Markets had been expecting Opec to announce a new ceiling on production after last Friday’s meeting, but analysts at Barclays said the lack of any curbs in its announcement was a sign of discord.
“Past communiques have at least included statements to adhere, strictly adhere, or maintain output in line with the production target. This one glaringly did not,” they said.
Saudi Arabia needs oil prices of $100 a barrel to balance its budget, but as the world’s biggest exporter of crude it is gambling that the low price will knock out the threat posed by so-called unconventional supplies, such as shale.
The chief executive of Saudi Aramco, Amin Nasser, said at a conference in Doha on Monday that he hoped to see oil prices adjust at the beginning of next year as unconventional oil supplies start to decline.
In a sign that US production could dip, Baker Hughes’ November data showed US rig count numbers down month-by-month by 31 to 760 rigs.
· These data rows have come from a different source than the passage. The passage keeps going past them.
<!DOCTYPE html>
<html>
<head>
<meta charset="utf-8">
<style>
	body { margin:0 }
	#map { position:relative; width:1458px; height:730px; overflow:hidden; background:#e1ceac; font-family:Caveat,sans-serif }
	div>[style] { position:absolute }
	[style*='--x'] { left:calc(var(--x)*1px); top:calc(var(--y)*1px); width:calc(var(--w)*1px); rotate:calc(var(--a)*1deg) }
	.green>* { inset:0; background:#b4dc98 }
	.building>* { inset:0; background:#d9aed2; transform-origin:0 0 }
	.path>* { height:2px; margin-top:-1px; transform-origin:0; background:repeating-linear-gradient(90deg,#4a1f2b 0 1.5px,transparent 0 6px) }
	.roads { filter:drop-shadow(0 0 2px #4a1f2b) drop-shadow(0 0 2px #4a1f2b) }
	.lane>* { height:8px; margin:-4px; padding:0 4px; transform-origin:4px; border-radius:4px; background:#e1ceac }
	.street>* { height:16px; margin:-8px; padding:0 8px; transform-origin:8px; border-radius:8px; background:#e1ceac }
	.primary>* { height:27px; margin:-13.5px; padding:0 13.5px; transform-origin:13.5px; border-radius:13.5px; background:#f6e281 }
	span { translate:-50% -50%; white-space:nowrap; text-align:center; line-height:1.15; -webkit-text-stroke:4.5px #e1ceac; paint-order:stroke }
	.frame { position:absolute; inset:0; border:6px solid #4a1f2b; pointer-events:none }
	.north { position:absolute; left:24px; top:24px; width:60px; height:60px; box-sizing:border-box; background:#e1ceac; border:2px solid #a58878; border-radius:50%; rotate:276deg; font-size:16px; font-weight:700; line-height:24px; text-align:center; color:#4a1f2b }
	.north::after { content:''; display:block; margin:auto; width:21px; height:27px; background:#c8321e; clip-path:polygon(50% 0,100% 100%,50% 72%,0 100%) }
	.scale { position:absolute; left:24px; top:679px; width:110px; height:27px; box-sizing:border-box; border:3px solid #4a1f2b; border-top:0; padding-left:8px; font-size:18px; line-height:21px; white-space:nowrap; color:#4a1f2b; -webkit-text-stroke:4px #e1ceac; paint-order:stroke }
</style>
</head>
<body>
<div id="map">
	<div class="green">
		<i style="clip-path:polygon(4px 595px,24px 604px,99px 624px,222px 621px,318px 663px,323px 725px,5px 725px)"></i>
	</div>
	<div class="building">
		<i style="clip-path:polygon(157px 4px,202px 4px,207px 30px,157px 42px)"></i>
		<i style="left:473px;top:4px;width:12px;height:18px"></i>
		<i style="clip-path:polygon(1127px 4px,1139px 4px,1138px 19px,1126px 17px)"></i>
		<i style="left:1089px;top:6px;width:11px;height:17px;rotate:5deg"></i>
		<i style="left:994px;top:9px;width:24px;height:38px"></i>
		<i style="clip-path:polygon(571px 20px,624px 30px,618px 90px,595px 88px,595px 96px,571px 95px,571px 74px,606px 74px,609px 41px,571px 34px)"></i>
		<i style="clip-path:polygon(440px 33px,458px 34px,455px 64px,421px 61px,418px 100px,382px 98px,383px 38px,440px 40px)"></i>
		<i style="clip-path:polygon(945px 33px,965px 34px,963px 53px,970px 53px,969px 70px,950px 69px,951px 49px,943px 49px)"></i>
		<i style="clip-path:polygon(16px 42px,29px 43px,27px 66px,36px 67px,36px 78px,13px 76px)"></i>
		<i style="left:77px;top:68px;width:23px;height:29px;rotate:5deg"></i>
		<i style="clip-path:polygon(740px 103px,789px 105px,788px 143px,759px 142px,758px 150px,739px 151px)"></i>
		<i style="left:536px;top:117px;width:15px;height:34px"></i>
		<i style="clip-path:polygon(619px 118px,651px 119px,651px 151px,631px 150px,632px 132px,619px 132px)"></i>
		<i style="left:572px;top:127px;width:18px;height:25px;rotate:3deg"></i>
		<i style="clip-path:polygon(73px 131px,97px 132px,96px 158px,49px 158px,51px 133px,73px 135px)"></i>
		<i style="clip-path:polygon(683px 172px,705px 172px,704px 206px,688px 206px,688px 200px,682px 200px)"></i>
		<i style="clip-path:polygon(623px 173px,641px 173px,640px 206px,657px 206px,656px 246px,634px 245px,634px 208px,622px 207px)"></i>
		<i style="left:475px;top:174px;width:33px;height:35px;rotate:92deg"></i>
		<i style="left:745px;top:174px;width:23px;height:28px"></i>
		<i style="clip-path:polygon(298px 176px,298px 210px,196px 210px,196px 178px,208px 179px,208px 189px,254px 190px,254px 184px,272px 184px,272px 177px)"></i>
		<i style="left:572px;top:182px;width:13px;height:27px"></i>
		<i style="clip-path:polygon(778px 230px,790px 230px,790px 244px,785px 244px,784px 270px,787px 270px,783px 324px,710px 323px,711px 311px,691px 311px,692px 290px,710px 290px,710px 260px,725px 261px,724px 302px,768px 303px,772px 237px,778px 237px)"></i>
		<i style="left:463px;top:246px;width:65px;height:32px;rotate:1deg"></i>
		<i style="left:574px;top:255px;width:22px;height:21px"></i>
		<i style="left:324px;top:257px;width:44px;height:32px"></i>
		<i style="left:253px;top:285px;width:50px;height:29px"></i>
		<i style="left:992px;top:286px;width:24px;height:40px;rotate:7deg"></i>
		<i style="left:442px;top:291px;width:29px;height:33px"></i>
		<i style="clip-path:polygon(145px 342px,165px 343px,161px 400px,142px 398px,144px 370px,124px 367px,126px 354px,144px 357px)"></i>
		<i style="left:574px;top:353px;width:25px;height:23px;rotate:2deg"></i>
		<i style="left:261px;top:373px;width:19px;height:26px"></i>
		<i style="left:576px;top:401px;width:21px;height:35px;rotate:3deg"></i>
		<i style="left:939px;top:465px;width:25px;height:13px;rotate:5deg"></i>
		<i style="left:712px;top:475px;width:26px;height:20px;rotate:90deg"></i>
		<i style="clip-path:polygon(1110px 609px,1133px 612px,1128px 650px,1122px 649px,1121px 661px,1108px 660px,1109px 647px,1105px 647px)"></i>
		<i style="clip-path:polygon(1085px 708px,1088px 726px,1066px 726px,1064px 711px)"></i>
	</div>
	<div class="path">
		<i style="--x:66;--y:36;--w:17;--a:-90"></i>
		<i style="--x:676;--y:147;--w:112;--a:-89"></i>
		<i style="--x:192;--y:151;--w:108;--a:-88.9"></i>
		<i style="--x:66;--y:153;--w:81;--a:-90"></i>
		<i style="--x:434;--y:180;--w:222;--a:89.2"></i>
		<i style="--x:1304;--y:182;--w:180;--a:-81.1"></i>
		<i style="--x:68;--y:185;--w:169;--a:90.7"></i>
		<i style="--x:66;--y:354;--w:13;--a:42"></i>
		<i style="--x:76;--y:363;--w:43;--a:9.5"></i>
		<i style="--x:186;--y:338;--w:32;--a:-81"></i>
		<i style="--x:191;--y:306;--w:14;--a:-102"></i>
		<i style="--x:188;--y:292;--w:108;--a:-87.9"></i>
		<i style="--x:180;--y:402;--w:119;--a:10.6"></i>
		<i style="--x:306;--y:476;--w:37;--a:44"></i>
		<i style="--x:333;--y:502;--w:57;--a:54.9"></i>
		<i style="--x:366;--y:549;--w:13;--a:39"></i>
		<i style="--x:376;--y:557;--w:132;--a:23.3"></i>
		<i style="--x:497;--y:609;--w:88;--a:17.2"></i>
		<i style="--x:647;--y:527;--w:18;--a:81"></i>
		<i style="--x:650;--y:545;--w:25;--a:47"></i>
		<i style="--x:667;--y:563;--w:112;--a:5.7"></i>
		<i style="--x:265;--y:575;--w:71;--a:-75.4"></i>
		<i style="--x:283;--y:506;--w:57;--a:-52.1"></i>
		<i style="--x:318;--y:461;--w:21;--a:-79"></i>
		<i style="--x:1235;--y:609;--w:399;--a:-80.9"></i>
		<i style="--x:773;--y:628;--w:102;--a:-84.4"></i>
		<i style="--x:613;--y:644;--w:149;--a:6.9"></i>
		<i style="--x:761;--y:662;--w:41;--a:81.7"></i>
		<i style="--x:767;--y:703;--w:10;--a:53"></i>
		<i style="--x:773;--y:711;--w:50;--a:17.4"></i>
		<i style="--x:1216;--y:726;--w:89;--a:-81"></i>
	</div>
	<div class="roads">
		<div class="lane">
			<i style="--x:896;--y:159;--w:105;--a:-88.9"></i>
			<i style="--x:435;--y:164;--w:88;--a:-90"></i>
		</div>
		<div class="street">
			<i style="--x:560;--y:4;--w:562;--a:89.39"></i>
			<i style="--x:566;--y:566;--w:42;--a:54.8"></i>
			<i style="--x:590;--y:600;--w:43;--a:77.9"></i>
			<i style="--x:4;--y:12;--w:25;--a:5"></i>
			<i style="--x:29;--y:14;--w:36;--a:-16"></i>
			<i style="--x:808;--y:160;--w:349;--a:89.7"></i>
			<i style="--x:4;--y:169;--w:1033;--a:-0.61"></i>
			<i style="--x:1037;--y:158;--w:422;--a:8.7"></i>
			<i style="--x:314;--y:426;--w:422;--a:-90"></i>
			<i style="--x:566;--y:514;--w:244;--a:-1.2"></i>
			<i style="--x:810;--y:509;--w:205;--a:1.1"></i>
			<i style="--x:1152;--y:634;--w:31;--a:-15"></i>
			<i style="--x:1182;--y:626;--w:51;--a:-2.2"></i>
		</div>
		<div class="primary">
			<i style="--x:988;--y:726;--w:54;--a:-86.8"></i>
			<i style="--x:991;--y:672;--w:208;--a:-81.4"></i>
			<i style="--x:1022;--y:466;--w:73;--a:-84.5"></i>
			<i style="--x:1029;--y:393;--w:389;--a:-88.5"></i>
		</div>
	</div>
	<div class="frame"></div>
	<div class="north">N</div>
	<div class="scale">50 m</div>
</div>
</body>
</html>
The story also notes that “Venezuela, in particular, is thought to be suffering badly as a result of the drop in oil prices.” But that’s what happens when you’re a one-industry socialist country which has been neglecting to invest in that industry.
But here in America? The Saudis aren’t stupid, so they must understand that our shale oil isn’t going anywhere. Sure, a lot of wells will go offline at $40, even more at $30, and the fracking industry might nearly shut down at $20.
And then what? Oil prices will rise, and those shale wells will come back online.
Saudi Arabia has one big advantage. Its crude oil is plentiful, easy to get to, easy to refine, and cheap to transport. That lets Riyadh set a price floor far below anywhere that most anyone else can make a profit.
American shale oil is also plentiful, but it’s much harder to get to, harder to refine, and more expensive to transport. But there’s so dang much of it that our frackers can set a price ceiling far below OPEC’s salad days of $100-plus crude.
Thanks to the cutthroat capitalism practiced in this country, new extraction methods bring that ceiling lower. Fracking once required $100 oil to make a profit. Now some producers can go as low as $50. And that number will continue to shrink.
Until and unless the Saudis can convince Washington to hobble American frackers by law — and don’t think the Democrats haven’t tried and won’t try again — then OPEC’s salad days aren’t coming back for a very long time, or maybe ever.